• **EXERCISE AIM**: Return all of the records exactly.

Dataset entries
'''
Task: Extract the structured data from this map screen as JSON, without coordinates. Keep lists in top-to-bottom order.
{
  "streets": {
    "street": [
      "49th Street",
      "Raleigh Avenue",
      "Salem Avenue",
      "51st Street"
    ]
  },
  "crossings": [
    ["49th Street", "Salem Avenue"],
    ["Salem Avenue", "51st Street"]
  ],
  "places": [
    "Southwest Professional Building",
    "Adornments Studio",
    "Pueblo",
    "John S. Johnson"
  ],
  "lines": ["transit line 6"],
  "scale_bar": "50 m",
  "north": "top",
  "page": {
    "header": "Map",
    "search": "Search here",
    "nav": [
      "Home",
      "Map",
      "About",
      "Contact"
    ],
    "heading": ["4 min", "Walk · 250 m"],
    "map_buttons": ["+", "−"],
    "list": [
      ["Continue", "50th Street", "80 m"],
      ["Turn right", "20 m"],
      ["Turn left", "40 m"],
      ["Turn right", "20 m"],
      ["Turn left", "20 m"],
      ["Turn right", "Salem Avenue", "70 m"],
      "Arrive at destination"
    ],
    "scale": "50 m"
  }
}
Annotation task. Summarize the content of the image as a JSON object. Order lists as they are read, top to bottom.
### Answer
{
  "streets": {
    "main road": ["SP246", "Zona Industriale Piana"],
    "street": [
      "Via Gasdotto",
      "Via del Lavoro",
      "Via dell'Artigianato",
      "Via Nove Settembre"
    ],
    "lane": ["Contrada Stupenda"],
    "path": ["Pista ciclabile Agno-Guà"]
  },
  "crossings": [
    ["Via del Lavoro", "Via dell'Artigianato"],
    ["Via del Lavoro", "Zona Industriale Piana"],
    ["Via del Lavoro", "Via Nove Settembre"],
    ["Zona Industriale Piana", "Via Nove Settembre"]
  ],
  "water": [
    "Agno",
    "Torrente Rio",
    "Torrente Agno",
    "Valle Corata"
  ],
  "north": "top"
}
'''
• **SOLUTION**:
Task: Extract the structured data from this map screen as JSON, without coordinates. Keep lists in top-to-bottom order.
{
  "streets": {
    "street": [
      "49th Street",
      "Raleigh Avenue",
      "Salem Avenue",
      "51st Street"
    ]
  },
  "crossings": [
    ["49th Street", "Salem Avenue"],
    ["Salem Avenue", "51st Street"]
  ],
  "places": [
    "Southwest Professional Building",
    "Adornments Studio",
    "Pueblo",
    "John S. Johnson"
  ],
  "lines": ["transit line 6"],
  "scale_bar": "50 m",
  "north": "top",
  "page": {
    "header": "Map",
    "search": "Search here",
    "nav": [
      "Home",
      "Map",
      "About",
      "Contact"
    ],
    "heading": ["4 min", "Walk · 250 m"],
    "map_buttons": ["+", "−"],
    "list": [
      ["Continue", "50th Street", "80 m"],
      ["Turn right", "20 m"],
      ["Turn left", "40 m"],
      ["Turn right", "20 m"],
      ["Turn left", "20 m"],
      ["Turn right", "Salem Avenue", "70 m"],
      "Arrive at destination"
    ],
    "scale": "50 m"
  }
}
Annotation task. Summarize the content of the image as a JSON object. Order lists as they are read, top to bottom.
### Answer
{
  "streets": {
    "main road": ["SP246", "Zona Industriale Piana"],
    "street": [
      "Via Gasdotto",
      "Via del Lavoro",
      "Via dell'Artigianato",
      "Via Nove Settembre"
    ],
    "lane": ["Contrada Stupenda"],
    "path": ["Pista ciclabile Agno-Guà"]
  },
  "crossings": [
    ["Via del Lavoro", "Via dell'Artigianato"],
    ["Via del Lavoro", "Zona Industriale Piana"],
    ["Via del Lavoro", "Via Nove Settembre"],
    ["Zona Industriale Piana", "Via Nove Settembre"]
  ],
  "water": [
    "Agno",
    "Torrente Rio",
    "Torrente Agno",
    "Valle Corata"
  ],
  "north": "top"
}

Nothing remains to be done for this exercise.